The required result is the number of lines in this material containing the word "sans". Write that number and no other text.
====================
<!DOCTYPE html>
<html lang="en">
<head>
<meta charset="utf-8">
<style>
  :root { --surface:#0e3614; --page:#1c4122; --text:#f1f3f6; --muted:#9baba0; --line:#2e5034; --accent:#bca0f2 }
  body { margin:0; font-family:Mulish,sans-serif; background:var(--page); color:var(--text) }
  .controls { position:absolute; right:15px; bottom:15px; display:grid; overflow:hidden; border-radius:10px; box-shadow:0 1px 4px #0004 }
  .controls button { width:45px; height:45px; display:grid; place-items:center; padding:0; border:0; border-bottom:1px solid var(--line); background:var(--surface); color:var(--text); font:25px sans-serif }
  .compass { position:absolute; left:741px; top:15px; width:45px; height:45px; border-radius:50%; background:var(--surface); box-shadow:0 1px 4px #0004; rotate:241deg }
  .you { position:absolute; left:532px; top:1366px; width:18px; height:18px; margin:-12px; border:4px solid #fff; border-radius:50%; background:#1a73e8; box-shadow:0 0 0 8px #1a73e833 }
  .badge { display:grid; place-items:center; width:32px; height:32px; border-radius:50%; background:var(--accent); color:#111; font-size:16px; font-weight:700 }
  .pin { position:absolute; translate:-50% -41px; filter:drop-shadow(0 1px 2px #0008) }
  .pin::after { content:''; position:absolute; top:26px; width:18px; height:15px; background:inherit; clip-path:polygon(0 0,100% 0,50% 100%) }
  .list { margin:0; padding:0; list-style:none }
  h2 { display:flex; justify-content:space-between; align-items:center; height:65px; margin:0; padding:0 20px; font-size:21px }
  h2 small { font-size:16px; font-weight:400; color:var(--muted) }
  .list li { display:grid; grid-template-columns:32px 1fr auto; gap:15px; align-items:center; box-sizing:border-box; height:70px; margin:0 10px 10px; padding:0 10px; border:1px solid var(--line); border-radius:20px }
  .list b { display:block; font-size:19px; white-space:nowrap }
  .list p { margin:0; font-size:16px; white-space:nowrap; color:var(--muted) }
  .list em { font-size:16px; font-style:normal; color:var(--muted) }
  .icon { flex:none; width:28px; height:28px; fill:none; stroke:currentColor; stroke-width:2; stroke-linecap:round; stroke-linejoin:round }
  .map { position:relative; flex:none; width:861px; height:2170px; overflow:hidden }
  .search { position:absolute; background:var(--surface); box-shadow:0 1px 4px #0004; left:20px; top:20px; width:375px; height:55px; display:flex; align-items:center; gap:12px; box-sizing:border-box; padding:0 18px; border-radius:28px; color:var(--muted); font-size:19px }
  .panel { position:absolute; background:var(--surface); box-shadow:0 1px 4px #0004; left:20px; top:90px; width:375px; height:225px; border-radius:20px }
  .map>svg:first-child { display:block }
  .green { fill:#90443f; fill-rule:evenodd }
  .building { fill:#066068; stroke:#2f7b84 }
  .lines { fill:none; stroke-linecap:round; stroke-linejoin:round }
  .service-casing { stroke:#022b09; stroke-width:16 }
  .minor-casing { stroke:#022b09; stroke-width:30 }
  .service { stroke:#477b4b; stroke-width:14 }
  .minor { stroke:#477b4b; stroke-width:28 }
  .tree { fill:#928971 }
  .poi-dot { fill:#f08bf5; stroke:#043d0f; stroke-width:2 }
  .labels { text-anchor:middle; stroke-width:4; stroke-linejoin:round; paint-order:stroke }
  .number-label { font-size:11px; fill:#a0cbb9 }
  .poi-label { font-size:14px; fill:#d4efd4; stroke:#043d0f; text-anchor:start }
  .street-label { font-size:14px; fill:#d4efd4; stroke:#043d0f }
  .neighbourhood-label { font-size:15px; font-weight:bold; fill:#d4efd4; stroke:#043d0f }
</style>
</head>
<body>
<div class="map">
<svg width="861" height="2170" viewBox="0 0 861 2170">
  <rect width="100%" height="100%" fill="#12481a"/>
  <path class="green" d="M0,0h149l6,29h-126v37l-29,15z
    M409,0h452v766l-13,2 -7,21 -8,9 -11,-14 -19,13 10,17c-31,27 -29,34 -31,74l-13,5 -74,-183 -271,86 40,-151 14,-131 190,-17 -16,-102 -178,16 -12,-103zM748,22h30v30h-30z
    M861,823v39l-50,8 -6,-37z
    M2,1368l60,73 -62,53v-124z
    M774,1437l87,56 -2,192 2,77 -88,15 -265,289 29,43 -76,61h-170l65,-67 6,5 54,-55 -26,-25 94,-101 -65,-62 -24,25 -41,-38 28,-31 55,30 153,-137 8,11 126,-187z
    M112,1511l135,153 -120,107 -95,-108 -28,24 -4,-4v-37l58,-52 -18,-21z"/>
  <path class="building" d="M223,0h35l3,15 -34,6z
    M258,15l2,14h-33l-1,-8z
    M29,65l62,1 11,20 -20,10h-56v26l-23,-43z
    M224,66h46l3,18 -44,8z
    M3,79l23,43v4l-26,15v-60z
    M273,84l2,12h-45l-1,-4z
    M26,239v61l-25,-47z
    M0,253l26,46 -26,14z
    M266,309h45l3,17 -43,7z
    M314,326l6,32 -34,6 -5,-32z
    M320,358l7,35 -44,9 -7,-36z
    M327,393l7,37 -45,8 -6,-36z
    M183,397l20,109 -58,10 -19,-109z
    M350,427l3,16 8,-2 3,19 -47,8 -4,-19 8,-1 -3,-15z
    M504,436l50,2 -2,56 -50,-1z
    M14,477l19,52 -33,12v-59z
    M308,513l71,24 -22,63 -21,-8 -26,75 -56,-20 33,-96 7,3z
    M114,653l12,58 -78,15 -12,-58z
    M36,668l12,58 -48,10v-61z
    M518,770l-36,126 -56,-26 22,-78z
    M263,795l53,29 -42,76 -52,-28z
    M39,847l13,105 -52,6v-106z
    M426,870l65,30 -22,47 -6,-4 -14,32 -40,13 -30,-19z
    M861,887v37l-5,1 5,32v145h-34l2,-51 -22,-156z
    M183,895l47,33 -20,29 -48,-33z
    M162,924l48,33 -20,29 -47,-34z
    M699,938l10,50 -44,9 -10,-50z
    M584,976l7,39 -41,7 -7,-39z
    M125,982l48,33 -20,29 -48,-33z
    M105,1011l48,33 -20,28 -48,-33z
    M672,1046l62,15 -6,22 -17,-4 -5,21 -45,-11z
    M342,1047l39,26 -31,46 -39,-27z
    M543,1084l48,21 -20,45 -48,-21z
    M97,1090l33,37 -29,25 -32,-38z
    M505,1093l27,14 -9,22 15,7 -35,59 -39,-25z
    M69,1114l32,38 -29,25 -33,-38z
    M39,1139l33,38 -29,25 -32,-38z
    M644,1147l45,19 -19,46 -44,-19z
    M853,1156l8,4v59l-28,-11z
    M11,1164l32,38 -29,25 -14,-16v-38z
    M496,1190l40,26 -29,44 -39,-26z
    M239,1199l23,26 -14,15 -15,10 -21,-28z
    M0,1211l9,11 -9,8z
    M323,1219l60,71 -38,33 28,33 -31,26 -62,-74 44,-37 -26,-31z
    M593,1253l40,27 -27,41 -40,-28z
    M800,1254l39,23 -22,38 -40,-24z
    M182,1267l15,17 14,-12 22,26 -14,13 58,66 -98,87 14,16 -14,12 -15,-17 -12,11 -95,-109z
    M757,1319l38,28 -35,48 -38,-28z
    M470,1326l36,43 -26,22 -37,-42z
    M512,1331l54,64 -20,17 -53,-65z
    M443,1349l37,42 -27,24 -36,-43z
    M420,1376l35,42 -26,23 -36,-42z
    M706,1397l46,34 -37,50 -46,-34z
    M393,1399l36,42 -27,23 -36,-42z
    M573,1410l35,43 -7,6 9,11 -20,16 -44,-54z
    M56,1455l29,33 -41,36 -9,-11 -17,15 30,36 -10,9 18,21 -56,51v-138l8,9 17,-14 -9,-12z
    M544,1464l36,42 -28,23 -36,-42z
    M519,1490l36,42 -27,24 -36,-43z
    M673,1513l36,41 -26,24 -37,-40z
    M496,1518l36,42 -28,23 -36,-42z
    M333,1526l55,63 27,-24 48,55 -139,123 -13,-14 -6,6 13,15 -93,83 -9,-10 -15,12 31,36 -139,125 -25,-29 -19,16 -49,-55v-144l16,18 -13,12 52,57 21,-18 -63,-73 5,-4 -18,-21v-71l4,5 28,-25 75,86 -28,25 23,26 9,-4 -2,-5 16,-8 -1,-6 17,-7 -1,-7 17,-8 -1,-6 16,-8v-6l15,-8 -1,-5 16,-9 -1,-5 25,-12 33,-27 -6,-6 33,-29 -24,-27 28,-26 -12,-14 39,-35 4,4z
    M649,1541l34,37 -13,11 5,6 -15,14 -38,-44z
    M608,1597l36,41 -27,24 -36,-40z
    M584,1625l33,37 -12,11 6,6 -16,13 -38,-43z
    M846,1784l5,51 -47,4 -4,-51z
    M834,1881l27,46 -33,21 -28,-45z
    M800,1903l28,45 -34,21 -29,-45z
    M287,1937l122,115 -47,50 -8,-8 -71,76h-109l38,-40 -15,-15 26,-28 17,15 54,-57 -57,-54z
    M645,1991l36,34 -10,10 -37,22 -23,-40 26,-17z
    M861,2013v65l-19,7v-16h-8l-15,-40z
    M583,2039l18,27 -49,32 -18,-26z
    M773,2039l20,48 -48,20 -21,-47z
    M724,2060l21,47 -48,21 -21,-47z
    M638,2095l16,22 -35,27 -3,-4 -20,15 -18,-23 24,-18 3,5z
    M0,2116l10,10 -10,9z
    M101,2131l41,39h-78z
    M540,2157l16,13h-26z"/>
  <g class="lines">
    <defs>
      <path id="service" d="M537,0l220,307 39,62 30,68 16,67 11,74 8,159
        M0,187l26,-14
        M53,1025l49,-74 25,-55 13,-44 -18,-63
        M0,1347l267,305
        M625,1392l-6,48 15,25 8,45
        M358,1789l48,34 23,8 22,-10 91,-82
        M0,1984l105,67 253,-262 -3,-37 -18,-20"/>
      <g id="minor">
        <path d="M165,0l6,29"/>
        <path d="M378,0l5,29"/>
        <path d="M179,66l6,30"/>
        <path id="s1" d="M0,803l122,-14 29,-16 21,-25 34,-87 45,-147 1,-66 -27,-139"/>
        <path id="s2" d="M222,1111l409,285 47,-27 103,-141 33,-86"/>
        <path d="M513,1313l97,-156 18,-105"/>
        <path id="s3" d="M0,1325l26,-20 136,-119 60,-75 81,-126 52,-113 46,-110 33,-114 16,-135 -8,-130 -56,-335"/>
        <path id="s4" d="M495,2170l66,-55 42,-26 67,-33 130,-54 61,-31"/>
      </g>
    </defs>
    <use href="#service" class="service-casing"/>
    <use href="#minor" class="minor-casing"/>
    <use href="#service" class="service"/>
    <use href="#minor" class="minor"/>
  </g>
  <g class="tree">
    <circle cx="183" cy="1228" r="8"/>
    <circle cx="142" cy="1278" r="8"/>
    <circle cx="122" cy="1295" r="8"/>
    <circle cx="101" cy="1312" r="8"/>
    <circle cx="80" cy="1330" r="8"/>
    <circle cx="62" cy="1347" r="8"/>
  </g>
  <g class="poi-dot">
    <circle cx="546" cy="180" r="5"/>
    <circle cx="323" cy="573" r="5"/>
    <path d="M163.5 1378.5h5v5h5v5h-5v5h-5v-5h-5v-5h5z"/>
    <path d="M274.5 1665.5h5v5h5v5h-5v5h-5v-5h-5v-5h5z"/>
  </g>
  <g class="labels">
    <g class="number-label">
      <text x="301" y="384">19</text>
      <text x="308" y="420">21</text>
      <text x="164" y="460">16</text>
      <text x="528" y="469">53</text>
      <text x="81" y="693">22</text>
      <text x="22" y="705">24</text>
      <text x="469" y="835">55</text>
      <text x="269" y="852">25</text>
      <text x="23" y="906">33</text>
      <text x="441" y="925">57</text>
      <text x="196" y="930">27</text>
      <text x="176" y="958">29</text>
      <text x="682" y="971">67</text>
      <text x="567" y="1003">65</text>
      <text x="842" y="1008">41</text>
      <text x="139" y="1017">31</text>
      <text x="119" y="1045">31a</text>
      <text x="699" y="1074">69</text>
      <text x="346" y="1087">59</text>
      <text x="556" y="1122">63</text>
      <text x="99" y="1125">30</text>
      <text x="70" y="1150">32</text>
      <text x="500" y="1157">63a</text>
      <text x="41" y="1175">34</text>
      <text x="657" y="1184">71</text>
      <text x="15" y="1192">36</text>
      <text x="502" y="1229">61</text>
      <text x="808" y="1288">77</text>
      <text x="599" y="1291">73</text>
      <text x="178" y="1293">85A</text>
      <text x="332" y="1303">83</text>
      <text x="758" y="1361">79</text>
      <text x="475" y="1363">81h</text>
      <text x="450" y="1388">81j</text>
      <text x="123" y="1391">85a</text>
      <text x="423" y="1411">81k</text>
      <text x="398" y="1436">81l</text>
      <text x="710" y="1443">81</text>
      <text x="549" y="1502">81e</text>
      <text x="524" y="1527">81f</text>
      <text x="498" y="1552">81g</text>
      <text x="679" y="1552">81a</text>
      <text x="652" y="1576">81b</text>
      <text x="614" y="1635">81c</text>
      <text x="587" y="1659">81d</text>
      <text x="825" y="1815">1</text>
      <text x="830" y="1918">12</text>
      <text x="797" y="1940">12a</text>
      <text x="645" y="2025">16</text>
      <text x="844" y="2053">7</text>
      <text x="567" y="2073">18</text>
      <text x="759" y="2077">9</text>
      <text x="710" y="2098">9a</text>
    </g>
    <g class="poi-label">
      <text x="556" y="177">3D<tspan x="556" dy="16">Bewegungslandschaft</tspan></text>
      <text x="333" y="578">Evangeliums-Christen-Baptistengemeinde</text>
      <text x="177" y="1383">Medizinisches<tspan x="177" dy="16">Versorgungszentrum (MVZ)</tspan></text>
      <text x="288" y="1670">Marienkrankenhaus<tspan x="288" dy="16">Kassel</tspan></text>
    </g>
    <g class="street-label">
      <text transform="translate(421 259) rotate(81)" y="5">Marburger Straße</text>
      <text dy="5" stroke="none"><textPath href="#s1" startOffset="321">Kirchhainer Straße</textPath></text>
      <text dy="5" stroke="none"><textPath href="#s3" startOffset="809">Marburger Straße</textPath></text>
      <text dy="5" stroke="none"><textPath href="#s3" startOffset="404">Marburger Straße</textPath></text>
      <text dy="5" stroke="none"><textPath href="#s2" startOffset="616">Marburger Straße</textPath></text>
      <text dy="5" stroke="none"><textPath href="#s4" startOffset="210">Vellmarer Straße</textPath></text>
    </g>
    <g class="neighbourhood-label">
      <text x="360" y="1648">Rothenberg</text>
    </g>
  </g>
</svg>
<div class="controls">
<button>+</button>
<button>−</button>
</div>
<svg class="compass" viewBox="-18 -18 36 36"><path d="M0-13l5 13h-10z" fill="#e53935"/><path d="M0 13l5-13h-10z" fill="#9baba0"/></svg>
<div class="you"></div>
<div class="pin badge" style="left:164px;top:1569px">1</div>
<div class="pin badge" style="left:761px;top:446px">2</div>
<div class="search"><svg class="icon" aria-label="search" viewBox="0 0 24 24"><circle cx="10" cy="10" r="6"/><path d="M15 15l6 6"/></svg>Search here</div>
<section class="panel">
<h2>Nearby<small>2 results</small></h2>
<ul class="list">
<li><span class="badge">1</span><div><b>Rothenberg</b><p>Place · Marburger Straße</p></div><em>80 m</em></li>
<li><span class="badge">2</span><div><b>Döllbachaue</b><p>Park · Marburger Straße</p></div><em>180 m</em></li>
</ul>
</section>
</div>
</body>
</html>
====================
◆ EXERCISE OUTPUT
2